- [What is needed]: Output the entries verbatim, including every line.

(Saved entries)
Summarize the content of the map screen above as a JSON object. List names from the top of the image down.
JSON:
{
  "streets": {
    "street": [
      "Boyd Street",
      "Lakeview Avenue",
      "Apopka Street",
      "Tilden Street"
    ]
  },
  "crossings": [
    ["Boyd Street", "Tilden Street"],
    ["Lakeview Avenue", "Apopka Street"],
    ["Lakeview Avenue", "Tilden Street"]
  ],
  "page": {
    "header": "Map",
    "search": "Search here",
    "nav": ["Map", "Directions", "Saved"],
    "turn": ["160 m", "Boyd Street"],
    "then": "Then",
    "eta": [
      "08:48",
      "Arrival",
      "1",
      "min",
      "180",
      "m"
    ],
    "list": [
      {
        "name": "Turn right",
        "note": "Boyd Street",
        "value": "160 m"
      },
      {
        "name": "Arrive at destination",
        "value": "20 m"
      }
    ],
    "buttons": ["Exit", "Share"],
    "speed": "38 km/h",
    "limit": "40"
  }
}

- [Solution for this task]:
Summarize the content of the map screen above as a JSON object. List names from the top of the image down.
JSON:
{
  "streets": {
    "street": [
      "Boyd Street",
      "Lakeview Avenue",
      "Apopka Street",
      "Tilden Street"
    ]
  },
  "crossings": [
    ["Boyd Street", "Tilden Street"],
    ["Lakeview Avenue", "Apopka Street"],
    ["Lakeview Avenue", "Tilden Street"]
  ],
  "page": {
    "header": "Map",
    "search": "Search here",
    "nav": ["Map", "Directions", "Saved"],
    "turn": ["160 m", "Boyd Street"],
    "then": "Then",
    "eta": [
      "08:48",
      "Arrival",
      "1",
      "min",
      "180",
      "m"
    ],
    "list": [
      {
        "name": "Turn right",
        "note": "Boyd Street",
        "value": "160 m"
      },
      {
        "name": "Arrive at destination",
        "value": "20 m"
      }
    ],
    "buttons": ["Exit", "Share"],
    "speed": "38 km/h",
    "limit": "40"
  }
}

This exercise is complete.